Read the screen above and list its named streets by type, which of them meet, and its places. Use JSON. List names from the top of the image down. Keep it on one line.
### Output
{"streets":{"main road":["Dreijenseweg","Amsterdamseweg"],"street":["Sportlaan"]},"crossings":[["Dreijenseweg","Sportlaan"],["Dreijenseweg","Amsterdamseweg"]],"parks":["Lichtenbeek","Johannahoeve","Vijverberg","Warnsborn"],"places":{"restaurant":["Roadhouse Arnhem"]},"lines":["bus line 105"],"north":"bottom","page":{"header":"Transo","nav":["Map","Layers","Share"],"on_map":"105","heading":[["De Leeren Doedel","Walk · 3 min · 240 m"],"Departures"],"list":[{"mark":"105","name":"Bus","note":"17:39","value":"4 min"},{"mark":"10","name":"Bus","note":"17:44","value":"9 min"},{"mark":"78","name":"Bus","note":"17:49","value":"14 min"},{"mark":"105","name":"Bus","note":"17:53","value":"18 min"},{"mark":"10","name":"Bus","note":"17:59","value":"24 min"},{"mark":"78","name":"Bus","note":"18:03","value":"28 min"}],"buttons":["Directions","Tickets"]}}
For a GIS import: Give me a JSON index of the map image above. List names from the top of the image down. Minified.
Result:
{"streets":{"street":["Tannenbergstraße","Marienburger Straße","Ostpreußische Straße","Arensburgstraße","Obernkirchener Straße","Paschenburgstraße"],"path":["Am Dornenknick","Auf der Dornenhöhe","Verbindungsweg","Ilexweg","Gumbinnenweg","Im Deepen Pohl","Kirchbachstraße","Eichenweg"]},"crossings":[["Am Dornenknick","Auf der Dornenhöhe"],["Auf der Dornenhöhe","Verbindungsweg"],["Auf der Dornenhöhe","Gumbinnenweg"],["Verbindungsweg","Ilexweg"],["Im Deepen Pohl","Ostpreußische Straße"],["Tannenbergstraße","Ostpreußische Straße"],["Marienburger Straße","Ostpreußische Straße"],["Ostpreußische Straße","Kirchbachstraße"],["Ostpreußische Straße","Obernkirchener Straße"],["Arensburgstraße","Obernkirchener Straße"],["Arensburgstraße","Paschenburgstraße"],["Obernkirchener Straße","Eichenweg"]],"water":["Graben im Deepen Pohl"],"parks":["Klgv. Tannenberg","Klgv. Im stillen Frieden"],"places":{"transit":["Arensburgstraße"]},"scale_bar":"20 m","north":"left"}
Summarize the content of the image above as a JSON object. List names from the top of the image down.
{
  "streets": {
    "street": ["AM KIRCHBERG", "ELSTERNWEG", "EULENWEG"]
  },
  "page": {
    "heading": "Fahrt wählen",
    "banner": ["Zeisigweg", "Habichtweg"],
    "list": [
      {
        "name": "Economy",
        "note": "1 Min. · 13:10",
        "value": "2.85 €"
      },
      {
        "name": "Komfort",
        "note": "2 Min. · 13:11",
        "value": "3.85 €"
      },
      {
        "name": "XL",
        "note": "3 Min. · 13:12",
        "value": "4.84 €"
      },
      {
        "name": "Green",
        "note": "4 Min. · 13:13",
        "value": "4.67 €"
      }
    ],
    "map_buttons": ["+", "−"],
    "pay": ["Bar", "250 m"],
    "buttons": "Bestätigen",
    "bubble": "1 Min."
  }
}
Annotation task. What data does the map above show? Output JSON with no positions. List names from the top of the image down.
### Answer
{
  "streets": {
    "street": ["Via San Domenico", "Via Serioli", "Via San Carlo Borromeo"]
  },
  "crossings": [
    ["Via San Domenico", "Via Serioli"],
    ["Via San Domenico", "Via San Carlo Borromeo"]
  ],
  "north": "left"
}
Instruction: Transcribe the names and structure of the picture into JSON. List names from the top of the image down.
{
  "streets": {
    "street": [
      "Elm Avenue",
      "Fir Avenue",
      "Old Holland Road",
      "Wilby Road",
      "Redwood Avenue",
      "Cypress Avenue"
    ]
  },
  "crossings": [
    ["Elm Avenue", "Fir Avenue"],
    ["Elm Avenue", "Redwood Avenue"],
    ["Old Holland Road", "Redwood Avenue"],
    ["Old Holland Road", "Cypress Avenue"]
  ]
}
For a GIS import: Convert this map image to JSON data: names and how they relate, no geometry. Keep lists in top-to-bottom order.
==============================
TASK BRIEF: In the entries above, identify every line with the word "data". Copy those lines.

OUTPUT OF THE TASK:
Annotation task. What data does the map above show? Output JSON with no positions. List names from the top of the image down.
For a GIS import: Convert this map image to JSON data: names and how they relate, no geometry. Keep lists in top-to-bottom order.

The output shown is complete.